EXERCISE INSTRUCTIONS.
Repeat the data that follows in full. Do not include the pictures.

DATA BELOW.
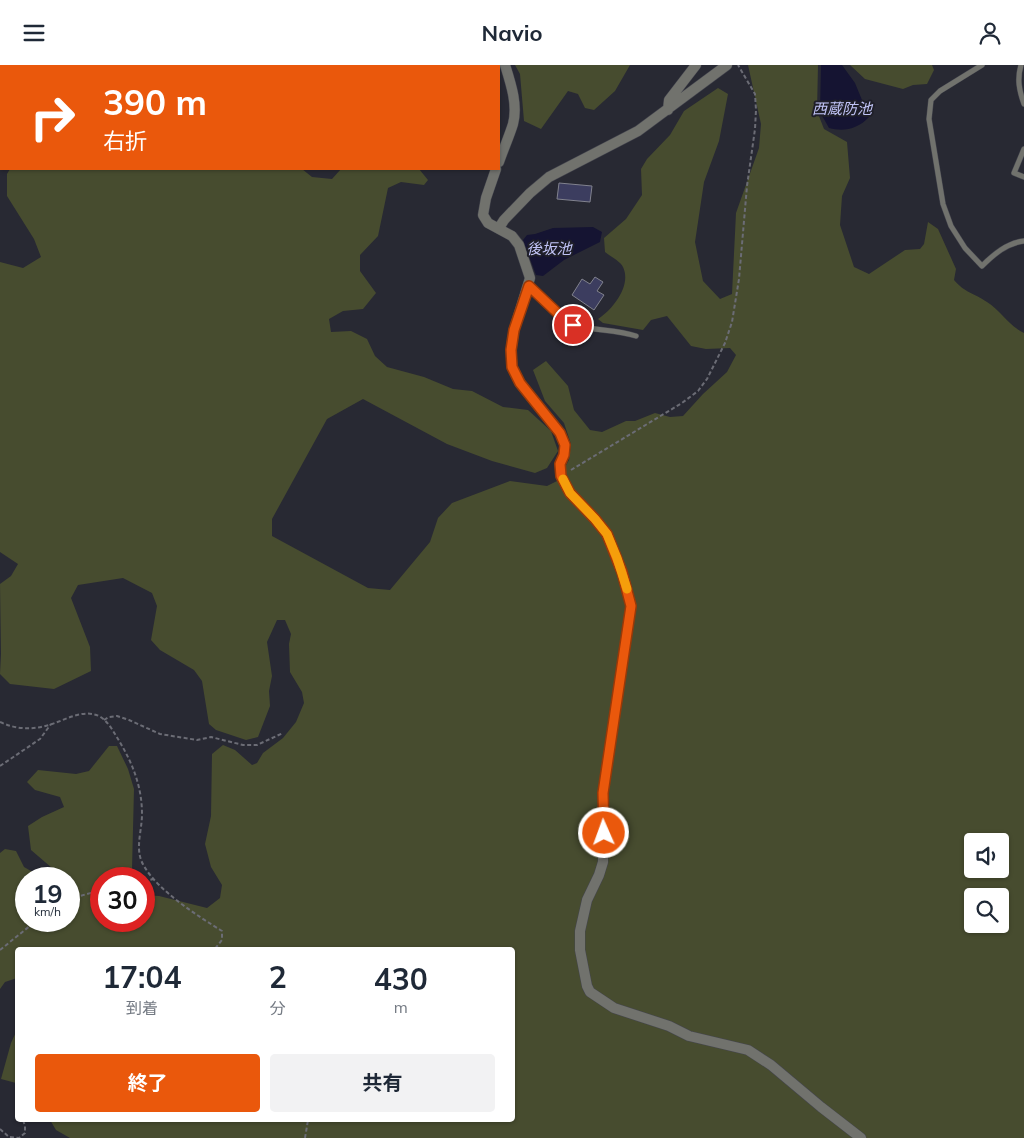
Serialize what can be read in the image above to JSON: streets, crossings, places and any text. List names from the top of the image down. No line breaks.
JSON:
{"water":["西蔵防池","後坂池"],"page":{"header":"Navio","turn":["390 m","右折"],"speed":"19 km/h","limit":"30","eta":["17:04","到着","2","分","430","m"],"buttons":["終了","共有"]}}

RESPONSE.
Serialize what can be read in the image above to JSON: streets, crossings, places and any text. List names from the top of the image down. No line breaks.
JSON:
{"water":["西蔵防池","後坂池"],"page":{"header":"Navio","turn":["390 m","右折"],"speed":"19 km/h","limit":"30","eta":["17:04","到着","2","分","430","m"],"buttons":["終了","共有"]}}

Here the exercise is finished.